Do you remember the go-go 90’s? Investment in stocks was easy. Just buy any dot-com or tech stock or a basket of them and watch your investment account skyrocket. Of course, that all came crashing down to reality in the year 2000. The .com boom became the .com bust and the skyrocket quickly returned to from whence it came — right before the NASDAQ reached its last all-time high. This week we had the dubious honor of reaching that pinnacle once again to a large degree on the back of one tech company.
Monday, stocks fell in Asia 1.1% but rose in Europe 0.8% and in the U.S. 0.5% on low volume — nudging the Dow and S&P 500 indices above their recent round-number benchmarks and the NASDAQ just missed. Gold descended back below its $1200 benchmark to top things off.

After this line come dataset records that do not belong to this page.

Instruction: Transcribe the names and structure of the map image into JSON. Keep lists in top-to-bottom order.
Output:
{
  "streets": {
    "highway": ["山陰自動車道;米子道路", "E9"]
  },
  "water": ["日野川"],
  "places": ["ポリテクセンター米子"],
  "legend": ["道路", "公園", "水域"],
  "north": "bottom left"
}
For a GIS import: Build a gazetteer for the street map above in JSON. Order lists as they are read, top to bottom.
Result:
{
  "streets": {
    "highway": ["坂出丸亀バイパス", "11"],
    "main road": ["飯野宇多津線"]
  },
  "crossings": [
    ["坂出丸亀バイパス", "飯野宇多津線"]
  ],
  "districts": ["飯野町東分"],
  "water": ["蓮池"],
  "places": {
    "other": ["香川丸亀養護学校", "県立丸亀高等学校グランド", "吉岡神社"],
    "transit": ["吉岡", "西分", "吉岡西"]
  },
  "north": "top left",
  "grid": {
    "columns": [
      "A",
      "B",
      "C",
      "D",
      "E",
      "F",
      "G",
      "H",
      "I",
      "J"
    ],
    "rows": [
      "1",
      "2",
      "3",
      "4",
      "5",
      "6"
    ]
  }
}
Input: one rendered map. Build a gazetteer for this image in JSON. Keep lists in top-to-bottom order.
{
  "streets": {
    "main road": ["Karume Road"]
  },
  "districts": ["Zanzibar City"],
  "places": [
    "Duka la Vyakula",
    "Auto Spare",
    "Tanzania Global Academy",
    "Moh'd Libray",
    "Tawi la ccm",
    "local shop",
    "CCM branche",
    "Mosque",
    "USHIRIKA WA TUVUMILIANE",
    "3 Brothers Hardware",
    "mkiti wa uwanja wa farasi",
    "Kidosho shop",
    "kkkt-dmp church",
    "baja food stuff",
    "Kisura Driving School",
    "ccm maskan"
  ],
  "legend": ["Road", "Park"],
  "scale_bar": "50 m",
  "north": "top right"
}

Tuesday, stocks snapped back in Asia rising 1.2%. In Europe, they rose a more modest 0.5%, while they moved little in the U.S on low volume. The NASDAQ managed to rise above 5000 again while the Dow and S&P dropped below their latest benchmarks.
IBM reported a 12% drop in revenue in 1Q but still closed positive for the day based on lowered earnings expectations. This “expectations” ploy like “forward earnings,” “non-GAAP,” and “one-time charges,” and is another device by the bubble cheerleaders to put lipstick on a pig. Genuine, honest earnings this quarter have been a dismal failure, yet in the news we hear meaningless statements like 75% of stocks “beat expectations.” These expectations are simply last-minute changes to make the rotten numbers appealing to idiots. Along with the stock buy-back ploy and negative interest rates this scenario is truly stunning.
Wednesday, stocks rose in Asia 0.5%, were nearly unchanged in Europe, and rose 0.4% in the U.S. on low volume. That was enough to push the Dow and S&P up above their respective benchmarks and give a margin of distance above 5000 for the NASDAQ. Precious metals lost 1.5% and their miners lost about twice that while the 10-Year U.S. Treasury bond yield rose 3% to close at 1.97.
Thursday, stocks fell in Asia 0.3% and in Europe 0.5%. In the U.S., stocks rose 0.5% on low moderate volume. The NASDAQ finally broke through its all-time high set back over fifteen years ago. Friday, stocks rose 0.7% in Asia and 0.4% in Europe while in the U.S. they changed little as a whole on low moderate volume. The big three indices did gain a bit more with the S&P 500 and NASDAQ posting new record closing highs. Of the big three, only the Dow remains (slightly) below the record mark. Precious metals fell about 1% and their miners dropped about twice that.